Baroness Greengross, a supporter of 'assisted dying', accepted that this was a real problem:

'The whole question of being a burden to society as a whole is something that is widespread amongst older people, especially in Northern Europe and North America. It is part of our culture, where a lot of old people say they do not want to be a burden on their families, however loving, and we must accept that is part of our culture' (HL 86-I, Paragraph 97).

4. 'Suffering unbearably'

Who decides what constitutes unbearable suffering?

'With all the safeguards and all the expertise being available, it is that person in the end [the patient] whose view should prevail, because it is about the quality of that person's life' (Baroness Greengross, HL86-I, Paragraph 129)

'It is not an objective test. It is not a test of what the average of all people would consider to be unbearable suffering. It is very clearly defined as a subjective test…It is not what a doctor might say is the norm; it is that particular patient's suffering which is the subject matter of his decision' (Lord Joffe, HL 86-II, Page 49)

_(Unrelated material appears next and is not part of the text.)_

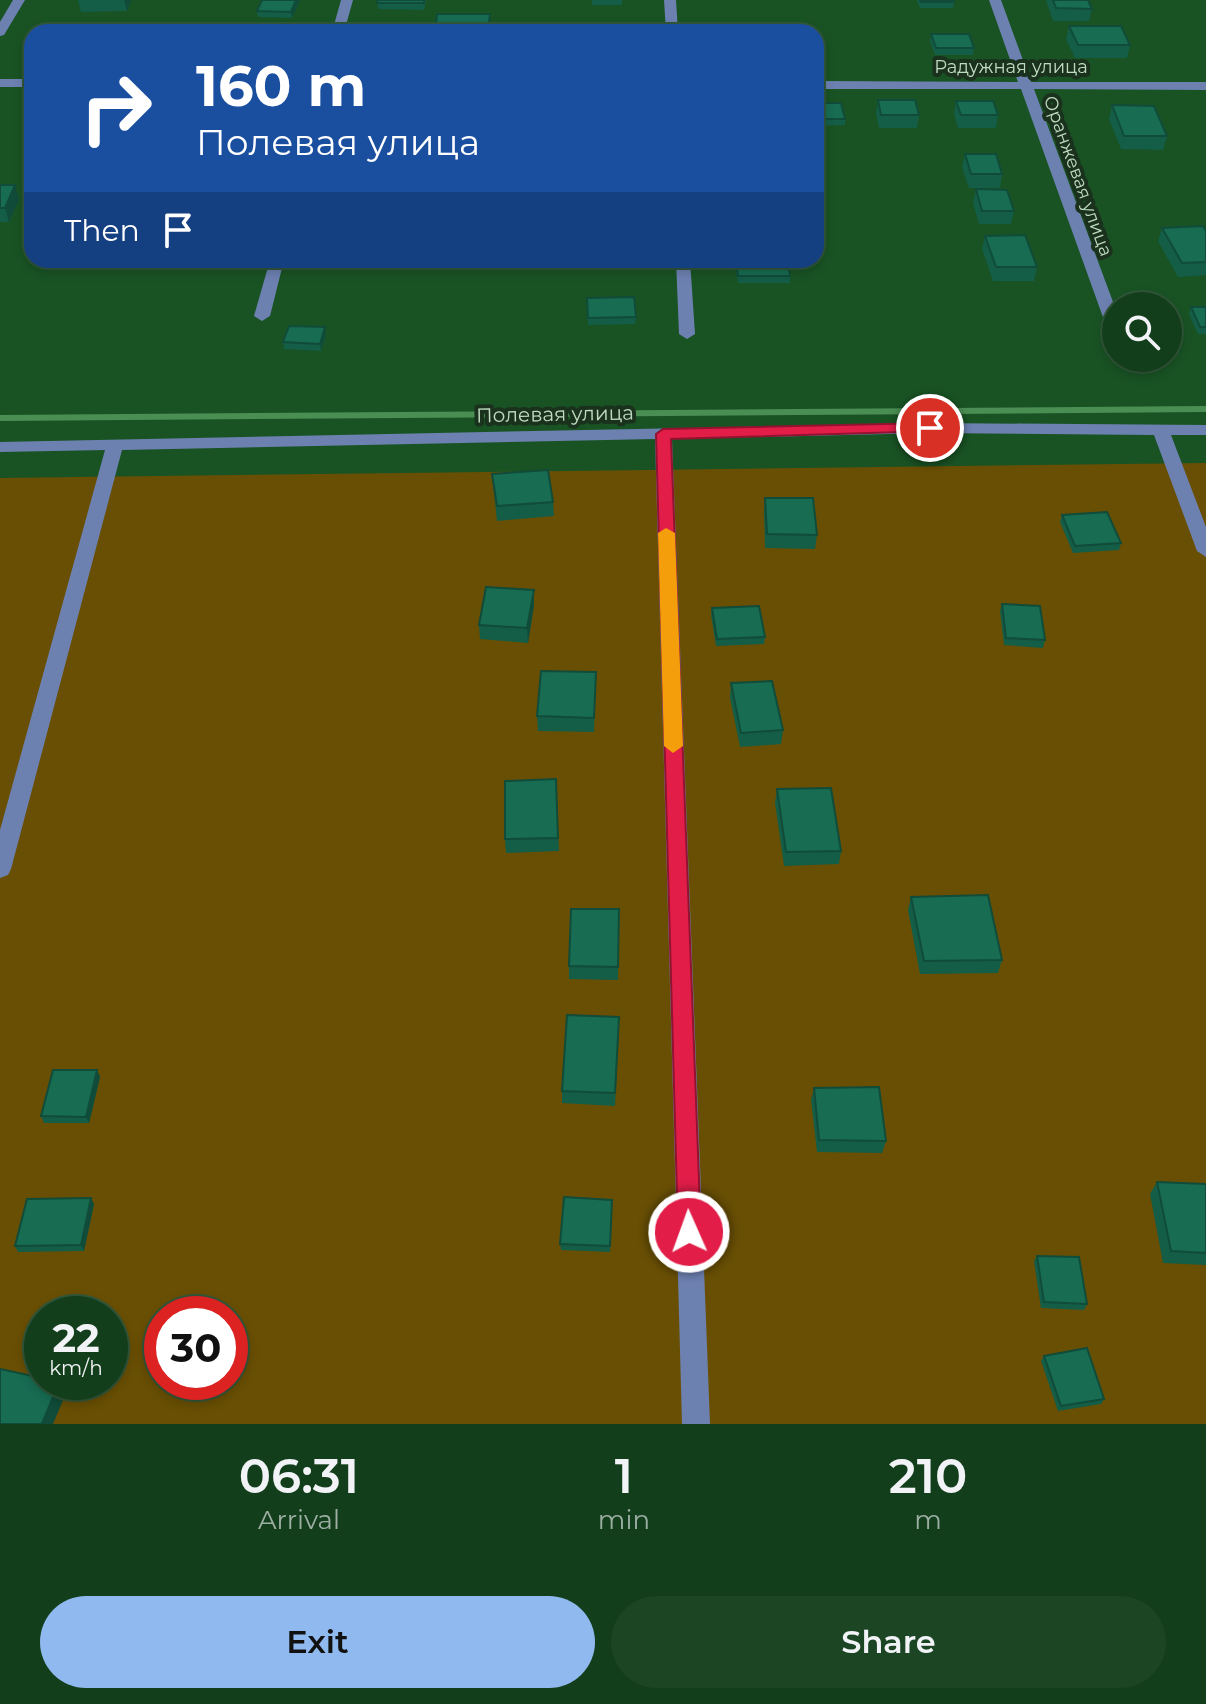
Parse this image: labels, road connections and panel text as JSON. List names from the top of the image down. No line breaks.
{"streets":{"street":["Радужная улица","Оранжевая улица","Полевая улица"]},"crossings":[["Радужная улица","Оранжевая улица"]],"page":{"turn":["160 m","Полевая улица"],"then":"Then","speed":"22 km/h","limit":"30","eta":["06:31","Arrival","1","min","210","m"],"buttons":["Exit","Share"]}}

So, if it is the applicant for 'assisted dying' who defines what is 'unbearable suffering', how can that be said to be a safeguard? A safeguard, by definition, has to be an objective measure. The select committee recognised this and suggested that a test of 'unrelievable' or 'intractable' suffering would be preferable. This also was ignored.

Conclusion

'Assisted dying' is being urged by lobbyists as a means of enabling a small minority of resolute people to commit suicide rather than die a natural death with the help of modern palliative care. But we have to think of the great majority of terminally ill people who do not want it but who could easily become coherced into 'assisted dying' against their better judgement at a vulnerable stage of their lives. That is what safeguards are all about - protecting vulnerable people rather than giving newly-invented 'rights' to the self-reliant. The 'assisted dying' safeguards we have seen to date would safeguard no one.